* [REQUIREMENT]
Repeat the entries exactly, keeping every line as it is.

*** MATERIAL TO PROCESS ***

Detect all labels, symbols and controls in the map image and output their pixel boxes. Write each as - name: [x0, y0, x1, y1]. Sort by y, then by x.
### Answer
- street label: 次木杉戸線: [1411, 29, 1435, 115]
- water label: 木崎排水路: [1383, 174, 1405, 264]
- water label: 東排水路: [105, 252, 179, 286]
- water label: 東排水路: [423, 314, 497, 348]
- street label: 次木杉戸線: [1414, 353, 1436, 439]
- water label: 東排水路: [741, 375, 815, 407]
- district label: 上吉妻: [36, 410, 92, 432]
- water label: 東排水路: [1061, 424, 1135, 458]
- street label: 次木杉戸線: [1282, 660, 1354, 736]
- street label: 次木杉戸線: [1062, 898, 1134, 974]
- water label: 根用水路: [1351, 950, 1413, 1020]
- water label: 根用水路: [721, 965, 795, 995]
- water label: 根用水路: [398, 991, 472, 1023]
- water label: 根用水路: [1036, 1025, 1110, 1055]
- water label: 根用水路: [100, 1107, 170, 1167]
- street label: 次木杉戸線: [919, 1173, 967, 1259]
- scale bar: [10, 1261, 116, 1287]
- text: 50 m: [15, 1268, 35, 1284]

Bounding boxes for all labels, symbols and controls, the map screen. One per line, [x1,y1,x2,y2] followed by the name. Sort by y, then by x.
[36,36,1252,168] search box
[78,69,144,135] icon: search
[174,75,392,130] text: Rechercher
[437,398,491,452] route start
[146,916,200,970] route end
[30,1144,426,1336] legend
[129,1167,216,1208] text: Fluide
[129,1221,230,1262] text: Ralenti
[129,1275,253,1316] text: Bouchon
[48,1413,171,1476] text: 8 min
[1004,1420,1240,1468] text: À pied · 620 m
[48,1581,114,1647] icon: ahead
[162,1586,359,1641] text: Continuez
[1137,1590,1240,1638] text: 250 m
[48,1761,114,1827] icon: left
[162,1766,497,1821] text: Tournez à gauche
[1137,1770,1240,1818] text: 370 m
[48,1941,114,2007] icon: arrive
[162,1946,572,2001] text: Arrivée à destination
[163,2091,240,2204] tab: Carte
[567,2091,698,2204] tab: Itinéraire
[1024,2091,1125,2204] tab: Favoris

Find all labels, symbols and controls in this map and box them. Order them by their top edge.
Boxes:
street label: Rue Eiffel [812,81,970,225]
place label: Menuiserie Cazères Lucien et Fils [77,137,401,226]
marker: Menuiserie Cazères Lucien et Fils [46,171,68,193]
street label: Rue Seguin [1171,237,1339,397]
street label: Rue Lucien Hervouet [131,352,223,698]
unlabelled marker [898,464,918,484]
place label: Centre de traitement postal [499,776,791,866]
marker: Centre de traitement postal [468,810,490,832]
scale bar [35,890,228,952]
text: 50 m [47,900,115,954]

*** End of MATERIAL TO PROCESS ***

* [ANSWER SPACE]
Detect all labels, symbols and controls in the map image and output their pixel boxes. Write each as - name: [x0, y0, x1, y1]. Sort by y, then by x.
### Answer
- street label: 次木杉戸線: [1411, 29, 1435, 115]
- water label: 木崎排水路: [1383, 174, 1405, 264]
- water label: 東排水路: [105, 252, 179, 286]
- water label: 東排水路: [423, 314, 497, 348]
- street label: 次木杉戸線: [1414, 353, 1436, 439]
- water label: 東排水路: [741, 375, 815, 407]
- district label: 上吉妻: [36, 410, 92, 432]
- water label: 東排水路: [1061, 424, 1135, 458]
- street label: 次木杉戸線: [1282, 660, 1354, 736]
- street label: 次木杉戸線: [1062, 898, 1134, 974]
- water label: 根用水路: [1351, 950, 1413, 1020]
- water label: 根用水路: [721, 965, 795, 995]
- water label: 根用水路: [398, 991, 472, 1023]
- water label: 根用水路: [1036, 1025, 1110, 1055]
- water label: 根用水路: [100, 1107, 170, 1167]
- street label: 次木杉戸線: [919, 1173, 967, 1259]
- scale bar: [10, 1261, 116, 1287]
- text: 50 m: [15, 1268, 35, 1284]

Bounding boxes for all labels, symbols and controls, the map screen. One per line, [x1,y1,x2,y2] followed by the name. Sort by y, then by x.
[36,36,1252,168] search box
[78,69,144,135] icon: search
[174,75,392,130] text: Rechercher
[437,398,491,452] route start
[146,916,200,970] route end
[30,1144,426,1336] legend
[129,1167,216,1208] text: Fluide
[129,1221,230,1262] text: Ralenti
[129,1275,253,1316] text: Bouchon
[48,1413,171,1476] text: 8 min
[1004,1420,1240,1468] text: À pied · 620 m
[48,1581,114,1647] icon: ahead
[162,1586,359,1641] text: Continuez
[1137,1590,1240,1638] text: 250 m
[48,1761,114,1827] icon: left
[162,1766,497,1821] text: Tournez à gauche
[1137,1770,1240,1818] text: 370 m
[48,1941,114,2007] icon: arrive
[162,1946,572,2001] text: Arrivée à destination
[163,2091,240,2204] tab: Carte
[567,2091,698,2204] tab: Itinéraire
[1024,2091,1125,2204] tab: Favoris

Find all labels, symbols and controls in this map and box them. Order them by their top edge.
Boxes:
street label: Rue Eiffel [812,81,970,225]
place label: Menuiserie Cazères Lucien et Fils [77,137,401,226]
marker: Menuiserie Cazères Lucien et Fils [46,171,68,193]
street label: Rue Seguin [1171,237,1339,397]
street label: Rue Lucien Hervouet [131,352,223,698]
unlabelled marker [898,464,918,484]
place label: Centre de traitement postal [499,776,791,866]
marker: Centre de traitement postal [468,810,490,832]
scale bar [35,890,228,952]
text: 50 m [47,900,115,954]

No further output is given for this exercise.